特許法第30条第2項適用申請有り 1.第一の公開の事実 令和5年4月4日に株式会社タカノに納入 2.第二の公開の事実 令和5年4月21日に株式会社シブタニ内のイントラネットにて同社員向けに公開、これ以降、同社員の営業活動にて社外の不特定多数の者に公開可 3.第三の公開の事実 令和5年6月12日に株式会社シブタニのウェブサイトの下記アドレス(1)~(5)にてインターネット上に公開 (1)https://konishi-p.meclib.jp/clavisselection2023/book/#target/page_no=120 (2)https://konishi-p.meclib.jp/clavisselection2023/book/#target/page_no=218 (3)https://konishi-p.meclib.jp/clavisselection2023/book/pdf/0120.pdf (4)https://konishi-p.meclib.jp/clavisselection2023/book/pdf/0121.pdf (5)https://konishi-p.meclib.jp/clavisselection2023/book/pdf/0218.pdf
この発明は、開き戸の扉を開くのに必要な操作力(開力)を軽減するために扉の戸先側に設置される開力軽減装置に関する。
住宅、マンション等の開き戸の建付け構造として、扉枠と扉の吊元側をヒンジで連結し、扉の戸先側を扉枠の戸当たりで受ける構造が一般的である。この構造では、室内と室外間の気圧差によって扉が扉枠の戸当たりに強く押し付けられた状況のとき、扉を開けようとしても、容易に開くことはできない。
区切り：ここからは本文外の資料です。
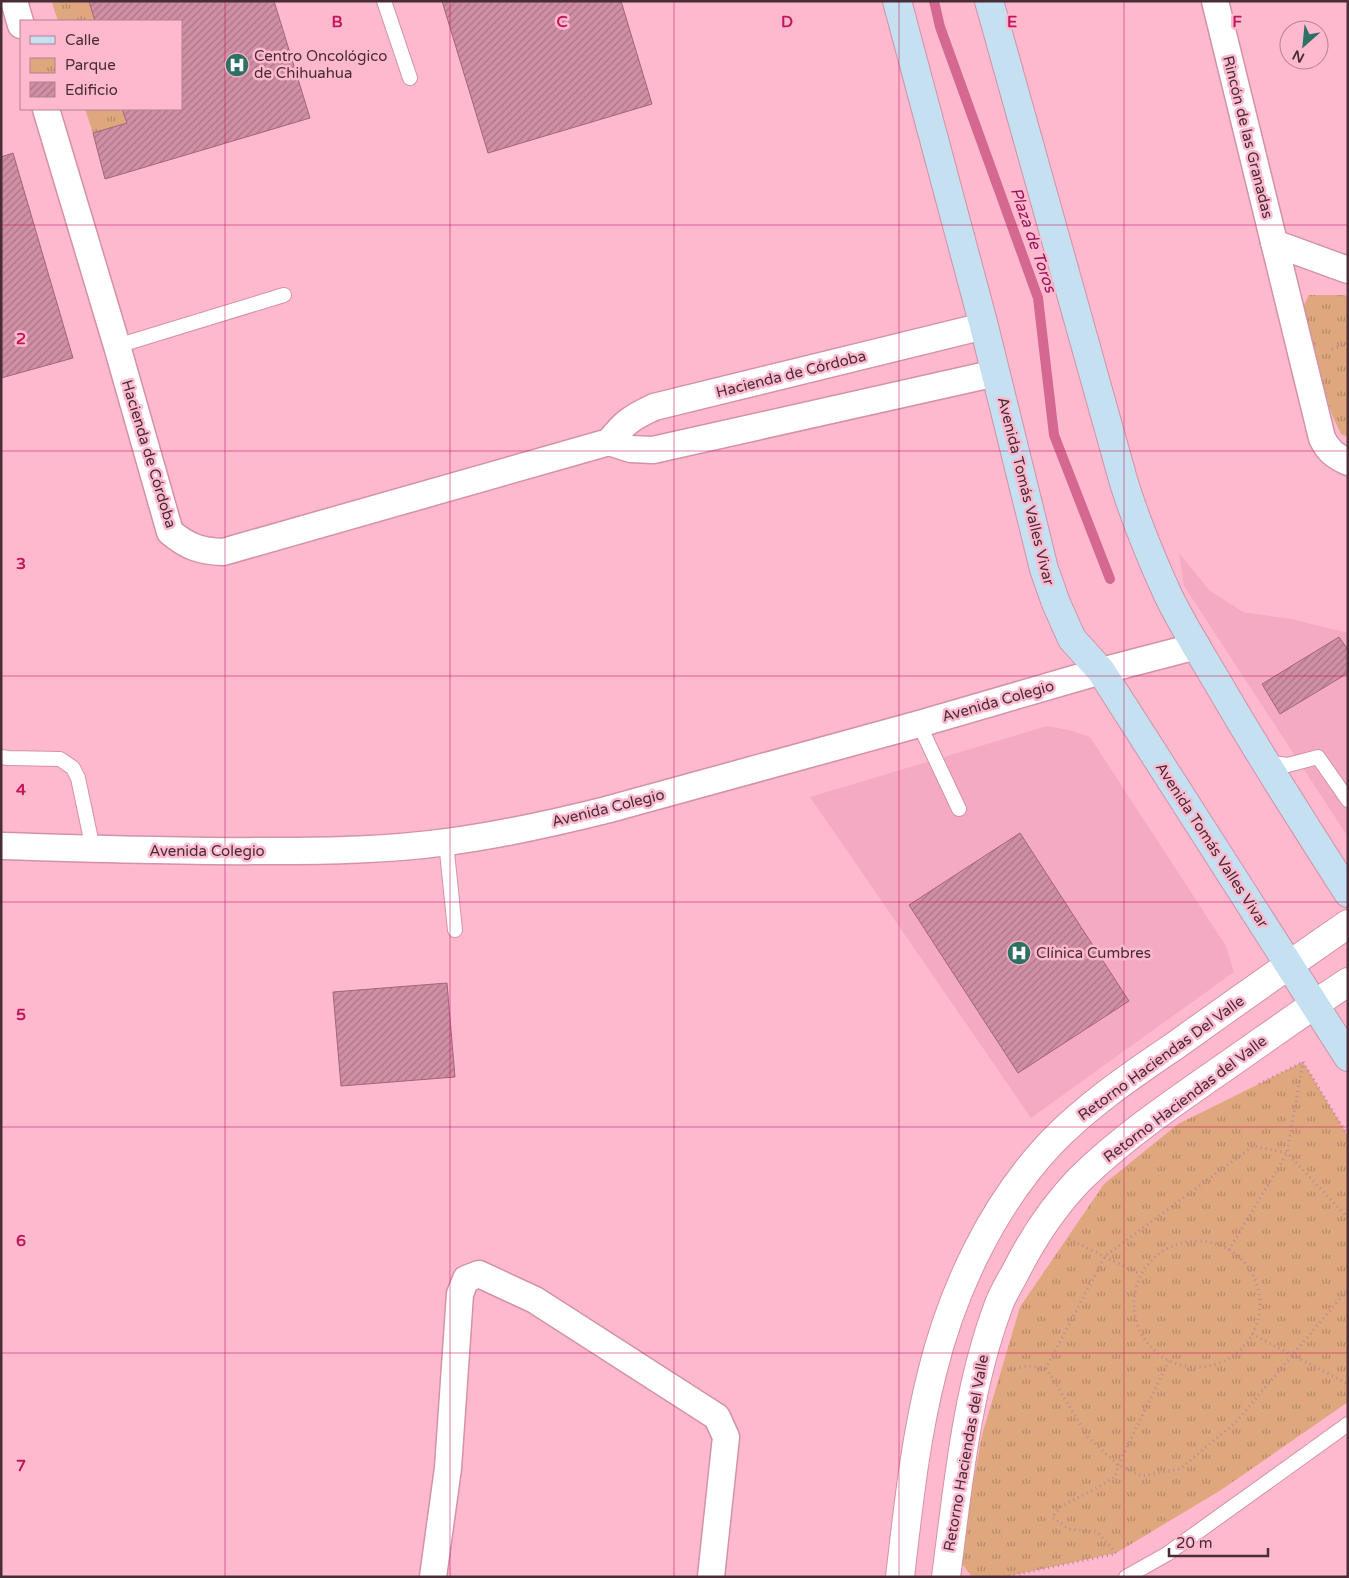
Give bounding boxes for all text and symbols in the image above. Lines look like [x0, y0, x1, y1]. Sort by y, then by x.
text: B [331, 12, 343, 32]
text: C [556, 12, 568, 32]
text: D [781, 12, 793, 32]
text: E [1007, 12, 1017, 32]
text: F [1232, 12, 1242, 32]
legend [20, 20, 182, 110]
north arrow [1279, 20, 1329, 70]
text: Calle [65, 31, 100, 49]
text: N [1289, 46, 1307, 66]
place label: Centro Oncológico de Chihuahua [254, 47, 387, 82]
hospital icon: Centro Oncológico de Chihuahua [224, 52, 250, 78]
street label: Rincón de las Granadas [1219, 54, 1277, 220]
text: Parque [65, 56, 116, 74]
text: Edificio [65, 81, 118, 99]
water label: Plaza de Toros [1006, 185, 1061, 296]
text: 2 [16, 329, 26, 349]
street label: Hacienda de Córdoba [714, 347, 868, 401]
street label: Hacienda de Córdoba [118, 378, 180, 530]
street label: Avenida Tomás Valles Vivar [994, 395, 1058, 587]
text: 3 [16, 554, 26, 574]
street label: Avenida Colegio [940, 676, 1056, 726]
street label: Avenida Tomás Valles Vivar [1152, 759, 1272, 931]
text: 4 [16, 780, 26, 800]
street label: Avenida Colegio [550, 785, 666, 831]
street label: Avenida Colegio [149, 842, 265, 860]
hospital icon: Clínica Cumbres [1006, 940, 1032, 966]
place label: Clínica Cumbres [1036, 944, 1151, 962]
street label: Retorno Haciendas Del Valle [1074, 992, 1248, 1124]
text: 5 [16, 1005, 26, 1025]
street label: Retorno Haciendas del Valle [1100, 1032, 1270, 1166]
text: 6 [16, 1231, 26, 1251]
street label: Retorno Haciendas del Valle [940, 1353, 992, 1553]
text: 7 [16, 1456, 26, 1476]
scale bar [1169, 1526, 1268, 1558]
text: 20 m [1176, 1534, 1213, 1552]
この状況での開扉を容易にするため、開扉時の扉ハンドル装置の運動を扉枠に対して扉を蹴り出す運動に変換可能な開力軽減装置が利用されている。
この種の開力軽減装置として、プッシュプルハンドル、レバーハンドル等のハンドルと、ハンドル操作に対応した所定運動を行う伝達片とを有する扉ハンドル装置に連動させるものがある(特許文献1)。
特許文献1に開示された開力軽減装置は、扉の戸先側の内部に設置されるラッチ錠の錠箱からなるケースと、ケースの上下方向に延びるカム軸を中心にケースに対して揺動可能に配置された受当てカムと、ケースの前後方向に直線運動可能に配置されたスライダと、を有する。受当てカムとスライダは、上下方向の回動軸を介して接続されている。開扉時、扉ハンドル装置の伝達片が所定運動を行うと、スライダが伝達片から前方側へ押されて、スライダに推進力が与えられる。このスライダの前進直線運動で上下方向の回動軸を介して受当てカムが押されるため、受当てカムに上下方向のカム軸周りのトルクが与えられる。このトルクで回転させられる受当てカムが、扉枠の受け部を蹴ることによって扉を扉枠に対して蹴り出す。梃子の原理を利用した受当てカムの蹴り出し動作になるので、必要な開力が軽減される。扉の蹴り出しによって扉の戸先側が扉枠から少し離れてしまえば、これら両者間の隙間を通じて室内外の気圧差が急速に解消されるので、必要な開力も急速に軽減される。
特許第5806888号公報
しかしながら、特許文献1の開力軽減装置では、スライダを前方へ直線運動させることで受当てカムが上下方向のカム軸周りに扉を蹴り出すため、その蹴り出し当初、受当てカムが扉枠の受け部を蹴るキック方向はケースの左右方向(扉枠の見込み方向)に対して傾斜した方向になってしまう。このため、気圧差解消前のタイミングである蹴り出し当初、開力が最も必要であるにもかかわらず、受当てカムのトルクを開扉に有効な蹴り出し力に変換する効率がよくない問題がある。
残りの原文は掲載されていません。